40 coltellate e un massacro: il caso Ruggero Jucker

Sono passati 22 anni dal massacro che sconvolse la città di Milano e l'Italia intera. Ruggero ora è un uomo libero. Alenya, invece, è morta per sempre

Sono passati anni da quella sera del 19 luglio, 22 per la precisione, eppure nessuno è mai riuscito a dimenticare il suo nome, la sua storia e quel tremendo caso di cronaca nera che sconvolse l’Italia intera.

Sì perché Ruggero Jucker, un rampollo milanese con una vita apparentemente perfetta, si trasformò in un killer spietato e feroce per una sola sera. Ma quella bastò a spezzare la vita Alenya Bortolotto, una giovane 26enne la cui unica colpa fu quella di essere la fidanzata del suo carnefice.

Ruggero Jucker

Ruggero Jucker è il protagonista di una favola dell’orrore che nessun bambino dovrebbe mai leggere, è il firmatario di una delle pagine più macabre e feroci della cronaca milanese e italiana. È stato il killer della giovane Alenya Bortolotto che è stata uccisa, massacrata e fatta a pezzi nel loft di via Corridoni. Eppure, prima di tutto questo, Ruggero era un ragazzo normalissimo che conduceva una vita serena. Ma la follia umana si sa, fa fatica a essere compresa.

Nella Milano bene tutti lo conoscevano come Poppy. Jucker era un rampollo milanese, era il figlio di una famiglia di imprenditori di origine svizzero-tedesca che, tra le tante attività, aveva fondato anche il marchio del catering più famoso di tutta la città. Ed è probabilmente da sua mamma che aveva ereditato la passione per la cucina, ed era volato fino a New York per studiare, per realizzare i suoi sogni.

Tornato a Milano, Ruggero Jucker aveva aperto il suo locale, lo Zup, dove si servivano le migliori zuppe della città cucinate proprio da sua madre. E se il lavoro gli dava molte soddisfazioni non si poteva dire lo stesso della sua vita privata, almeno fino agli anni 2000, almeno fino all’incontro con Alenya Bortolotto.

Alenya, figlia di imprenditori locali, era una studentessa e anche lei proveniva dalla Milano bene. Tra i due inizia presto una storia d’amore, fatta di passione e di progetti condivisi.
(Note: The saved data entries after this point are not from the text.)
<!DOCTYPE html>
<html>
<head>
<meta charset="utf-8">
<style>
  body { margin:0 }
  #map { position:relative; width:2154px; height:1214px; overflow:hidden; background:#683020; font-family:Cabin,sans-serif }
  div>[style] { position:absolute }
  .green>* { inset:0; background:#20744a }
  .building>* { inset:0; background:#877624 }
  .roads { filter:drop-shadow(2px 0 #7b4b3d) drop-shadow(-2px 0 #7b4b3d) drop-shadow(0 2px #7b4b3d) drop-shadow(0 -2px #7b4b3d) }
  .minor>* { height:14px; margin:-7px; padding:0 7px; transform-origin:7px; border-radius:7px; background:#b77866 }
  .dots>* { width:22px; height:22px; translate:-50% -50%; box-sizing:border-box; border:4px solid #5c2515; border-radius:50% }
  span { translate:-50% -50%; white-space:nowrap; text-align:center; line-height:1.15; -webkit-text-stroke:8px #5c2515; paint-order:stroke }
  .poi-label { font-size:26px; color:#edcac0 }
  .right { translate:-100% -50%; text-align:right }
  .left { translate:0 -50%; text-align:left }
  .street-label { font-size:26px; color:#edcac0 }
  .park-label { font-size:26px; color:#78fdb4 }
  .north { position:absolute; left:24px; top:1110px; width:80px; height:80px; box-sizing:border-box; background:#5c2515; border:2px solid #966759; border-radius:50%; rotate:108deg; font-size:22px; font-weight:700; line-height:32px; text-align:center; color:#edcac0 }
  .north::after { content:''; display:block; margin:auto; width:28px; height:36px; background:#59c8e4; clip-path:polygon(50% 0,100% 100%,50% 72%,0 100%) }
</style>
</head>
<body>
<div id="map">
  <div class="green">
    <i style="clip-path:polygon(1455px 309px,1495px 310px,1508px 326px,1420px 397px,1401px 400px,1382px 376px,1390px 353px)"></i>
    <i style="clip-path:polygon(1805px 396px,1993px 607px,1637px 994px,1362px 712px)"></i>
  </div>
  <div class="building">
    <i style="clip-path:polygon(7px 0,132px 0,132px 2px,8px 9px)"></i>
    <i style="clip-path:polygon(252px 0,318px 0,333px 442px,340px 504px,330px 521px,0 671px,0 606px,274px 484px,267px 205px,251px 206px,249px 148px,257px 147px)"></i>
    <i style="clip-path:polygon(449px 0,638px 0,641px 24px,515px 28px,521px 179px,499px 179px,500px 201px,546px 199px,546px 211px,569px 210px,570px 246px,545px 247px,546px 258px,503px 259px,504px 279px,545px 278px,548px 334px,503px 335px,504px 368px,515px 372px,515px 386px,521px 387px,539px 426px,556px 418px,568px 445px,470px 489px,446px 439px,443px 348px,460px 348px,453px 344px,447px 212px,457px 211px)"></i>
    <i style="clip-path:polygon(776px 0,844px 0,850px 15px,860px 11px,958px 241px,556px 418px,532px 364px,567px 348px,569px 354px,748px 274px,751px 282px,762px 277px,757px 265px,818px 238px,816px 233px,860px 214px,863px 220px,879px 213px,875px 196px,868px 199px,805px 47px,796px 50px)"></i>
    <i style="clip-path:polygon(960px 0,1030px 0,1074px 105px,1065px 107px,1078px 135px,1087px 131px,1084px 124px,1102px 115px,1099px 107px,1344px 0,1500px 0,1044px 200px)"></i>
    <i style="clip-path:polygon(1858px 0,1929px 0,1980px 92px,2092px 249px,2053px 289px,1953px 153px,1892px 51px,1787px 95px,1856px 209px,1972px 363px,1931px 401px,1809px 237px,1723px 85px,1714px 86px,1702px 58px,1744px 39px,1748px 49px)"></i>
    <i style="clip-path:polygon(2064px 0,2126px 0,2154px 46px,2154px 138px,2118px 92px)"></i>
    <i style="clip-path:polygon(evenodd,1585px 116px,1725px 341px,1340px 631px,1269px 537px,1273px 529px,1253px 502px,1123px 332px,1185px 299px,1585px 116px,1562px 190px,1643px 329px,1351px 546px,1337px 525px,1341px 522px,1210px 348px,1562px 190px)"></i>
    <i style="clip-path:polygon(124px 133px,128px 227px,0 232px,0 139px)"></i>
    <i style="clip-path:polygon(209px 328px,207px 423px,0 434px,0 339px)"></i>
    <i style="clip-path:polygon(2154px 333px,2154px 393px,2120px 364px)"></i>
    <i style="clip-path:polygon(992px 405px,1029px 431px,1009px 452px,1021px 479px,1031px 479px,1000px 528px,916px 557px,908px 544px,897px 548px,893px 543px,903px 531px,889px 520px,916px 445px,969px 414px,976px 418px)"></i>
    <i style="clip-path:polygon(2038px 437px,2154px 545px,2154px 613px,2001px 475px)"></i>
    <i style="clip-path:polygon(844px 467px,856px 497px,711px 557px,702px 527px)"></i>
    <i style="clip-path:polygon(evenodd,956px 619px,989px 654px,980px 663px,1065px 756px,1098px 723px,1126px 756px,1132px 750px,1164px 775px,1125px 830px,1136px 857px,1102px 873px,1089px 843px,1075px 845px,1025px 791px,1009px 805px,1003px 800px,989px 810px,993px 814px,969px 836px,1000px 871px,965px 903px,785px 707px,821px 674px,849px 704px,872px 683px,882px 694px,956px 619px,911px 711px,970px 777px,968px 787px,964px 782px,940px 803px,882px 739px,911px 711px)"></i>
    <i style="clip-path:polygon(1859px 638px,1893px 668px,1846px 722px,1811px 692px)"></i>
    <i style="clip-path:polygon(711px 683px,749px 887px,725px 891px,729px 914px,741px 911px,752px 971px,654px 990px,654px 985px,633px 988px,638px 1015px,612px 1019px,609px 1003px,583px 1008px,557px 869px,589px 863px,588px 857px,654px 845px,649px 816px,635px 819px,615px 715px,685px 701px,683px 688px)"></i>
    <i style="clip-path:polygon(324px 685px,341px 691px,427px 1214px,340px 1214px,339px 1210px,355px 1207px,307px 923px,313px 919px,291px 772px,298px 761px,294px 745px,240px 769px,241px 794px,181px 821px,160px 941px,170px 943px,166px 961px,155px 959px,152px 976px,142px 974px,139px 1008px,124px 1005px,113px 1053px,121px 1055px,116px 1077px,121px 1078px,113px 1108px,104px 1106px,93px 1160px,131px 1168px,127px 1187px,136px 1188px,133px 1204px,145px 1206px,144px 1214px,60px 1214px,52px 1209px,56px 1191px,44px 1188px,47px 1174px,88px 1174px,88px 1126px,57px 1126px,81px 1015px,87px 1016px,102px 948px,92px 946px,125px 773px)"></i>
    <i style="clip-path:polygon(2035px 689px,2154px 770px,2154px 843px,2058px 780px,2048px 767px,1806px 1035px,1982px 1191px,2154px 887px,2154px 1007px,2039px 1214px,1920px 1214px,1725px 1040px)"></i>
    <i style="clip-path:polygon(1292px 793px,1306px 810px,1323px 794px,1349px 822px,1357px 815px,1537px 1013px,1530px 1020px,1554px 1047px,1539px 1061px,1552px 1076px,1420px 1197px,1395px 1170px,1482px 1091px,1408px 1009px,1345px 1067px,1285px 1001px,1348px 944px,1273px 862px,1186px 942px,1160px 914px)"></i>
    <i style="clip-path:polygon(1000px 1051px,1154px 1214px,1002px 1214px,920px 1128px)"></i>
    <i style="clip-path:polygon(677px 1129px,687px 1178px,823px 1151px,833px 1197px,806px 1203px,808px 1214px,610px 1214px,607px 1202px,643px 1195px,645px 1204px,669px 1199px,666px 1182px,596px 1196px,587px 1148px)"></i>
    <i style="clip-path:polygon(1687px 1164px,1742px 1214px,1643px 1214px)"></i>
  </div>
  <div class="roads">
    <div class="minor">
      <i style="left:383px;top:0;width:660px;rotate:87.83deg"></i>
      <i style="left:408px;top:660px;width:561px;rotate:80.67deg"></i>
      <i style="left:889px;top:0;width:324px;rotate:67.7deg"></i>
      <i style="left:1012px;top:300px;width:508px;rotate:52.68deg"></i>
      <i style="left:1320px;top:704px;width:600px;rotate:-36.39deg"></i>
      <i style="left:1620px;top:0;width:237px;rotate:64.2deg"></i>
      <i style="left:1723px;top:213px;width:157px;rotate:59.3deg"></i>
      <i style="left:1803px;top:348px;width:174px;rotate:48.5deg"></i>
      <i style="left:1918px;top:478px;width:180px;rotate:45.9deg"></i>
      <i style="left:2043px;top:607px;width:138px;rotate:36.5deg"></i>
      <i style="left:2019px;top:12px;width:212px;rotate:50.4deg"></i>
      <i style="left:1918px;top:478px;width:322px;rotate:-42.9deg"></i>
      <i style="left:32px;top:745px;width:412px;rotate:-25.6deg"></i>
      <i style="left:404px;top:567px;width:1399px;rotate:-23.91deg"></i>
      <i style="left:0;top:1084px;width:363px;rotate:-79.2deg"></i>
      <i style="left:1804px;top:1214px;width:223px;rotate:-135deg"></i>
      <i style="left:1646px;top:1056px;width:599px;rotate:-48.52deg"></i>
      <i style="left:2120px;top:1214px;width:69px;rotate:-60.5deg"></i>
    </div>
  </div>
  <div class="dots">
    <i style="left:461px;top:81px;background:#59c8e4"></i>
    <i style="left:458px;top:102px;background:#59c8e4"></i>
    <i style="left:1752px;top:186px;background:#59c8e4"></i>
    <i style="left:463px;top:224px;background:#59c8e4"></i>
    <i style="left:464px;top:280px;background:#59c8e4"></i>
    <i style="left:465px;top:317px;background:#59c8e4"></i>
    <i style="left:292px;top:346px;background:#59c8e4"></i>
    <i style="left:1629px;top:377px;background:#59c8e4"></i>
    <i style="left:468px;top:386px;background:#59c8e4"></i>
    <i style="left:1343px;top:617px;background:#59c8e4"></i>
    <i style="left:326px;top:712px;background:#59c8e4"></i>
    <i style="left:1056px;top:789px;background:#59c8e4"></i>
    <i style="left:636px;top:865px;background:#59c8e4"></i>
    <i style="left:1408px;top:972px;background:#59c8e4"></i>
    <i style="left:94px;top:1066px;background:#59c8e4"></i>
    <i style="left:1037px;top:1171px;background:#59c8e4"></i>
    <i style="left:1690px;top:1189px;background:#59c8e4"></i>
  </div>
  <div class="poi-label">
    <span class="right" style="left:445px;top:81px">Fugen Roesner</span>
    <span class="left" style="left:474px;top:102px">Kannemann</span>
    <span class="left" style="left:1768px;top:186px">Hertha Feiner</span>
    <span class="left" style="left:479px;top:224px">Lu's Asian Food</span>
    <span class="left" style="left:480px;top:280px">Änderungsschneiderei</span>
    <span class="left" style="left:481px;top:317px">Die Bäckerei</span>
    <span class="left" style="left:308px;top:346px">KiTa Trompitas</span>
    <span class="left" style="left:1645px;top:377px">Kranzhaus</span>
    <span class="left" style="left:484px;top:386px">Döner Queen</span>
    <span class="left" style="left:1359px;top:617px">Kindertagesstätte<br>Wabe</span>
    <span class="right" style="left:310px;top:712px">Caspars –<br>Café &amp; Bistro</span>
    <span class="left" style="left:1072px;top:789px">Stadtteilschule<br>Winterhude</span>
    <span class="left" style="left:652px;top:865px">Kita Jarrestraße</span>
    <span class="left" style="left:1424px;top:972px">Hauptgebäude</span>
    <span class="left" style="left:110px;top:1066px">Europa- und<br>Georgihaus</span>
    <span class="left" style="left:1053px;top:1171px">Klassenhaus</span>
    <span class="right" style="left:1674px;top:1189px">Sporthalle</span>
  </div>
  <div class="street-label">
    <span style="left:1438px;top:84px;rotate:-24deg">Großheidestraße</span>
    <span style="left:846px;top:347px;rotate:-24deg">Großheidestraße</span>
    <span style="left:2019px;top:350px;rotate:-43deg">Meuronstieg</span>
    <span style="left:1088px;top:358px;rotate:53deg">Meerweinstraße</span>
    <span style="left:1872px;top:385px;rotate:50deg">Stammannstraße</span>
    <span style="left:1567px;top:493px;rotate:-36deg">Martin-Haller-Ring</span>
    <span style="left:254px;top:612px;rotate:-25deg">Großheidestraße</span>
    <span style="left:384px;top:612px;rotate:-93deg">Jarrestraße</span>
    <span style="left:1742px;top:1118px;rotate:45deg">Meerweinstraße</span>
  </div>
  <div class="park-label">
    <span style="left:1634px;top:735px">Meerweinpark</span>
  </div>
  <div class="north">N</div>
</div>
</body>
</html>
Si incontrano spesso nel loft di via Corridoni dove lei resta a dormire per trascorrere più tempo con il suo Ruggero.

I primi due anni scorrono velocemente, ma nell’estate del 2002 iniziano i primi problemi. Ruggero è sempre più concentrato sul lavoro, e meno sulla sua storia e Alenya vuole qualcosa di più da quella relazione sulla quale ha investito tanto.

19 luglio 2002

La sera del 19 luglio Ruggero e Alenya sono insieme nel loft e trascorrono una serata tranquilla. Certo Ruggero è preoccupato per il lavoro ed è stressato per le continue richieste di attenzione da parte della sua fidanzata, eppure nessuno può immaginare quello che sarebbe successo da lì a poco.

Ruggero guarda Hannibal in tv e resta affascinato dal film, da poco ha manifestato una particolare passione per i romanzi di Thomas Harris. È forse quello che genera la follia e libera i mostri che sono nella sua testa? Queste domande non avranno mai una risposta, quello che è certo che è alle tre di notte Ruggero si alza e inizia a urlare. Prende un coltello per il sushi, affilatissimo e mai usato fino a questo momento e raggiunge Alenya che, spaventata, si è rifugiata in bagno.

Ruggero affonda il coltello nel corpo della sua fidanzata, lo fa per ben 40 volte arrivando a massacrarla. L’efferatezza è così tanta che gli organi della sua fidanzata saranno trovati dalle autorità sparsi per la casa e persino nel piccolo giardino del loft.

Dopo il massacro

Alenya è morta. A ucciderla è stato il suo fidanzato con estrema lucidità e non in preda a una crisi psicotica come la difesa prova a sostenere. La condanna è a 30 anni di carcere, ma tutto cambia durante il processo d’Appello durante il quale la pena viene ridotta a soli 16 anni.

Alla fine, gli anni di detenzione, sono solo 10. Nel 2013 Ruggero Jucker è un uomo libero. Alenya, invece, non tornerà mai più.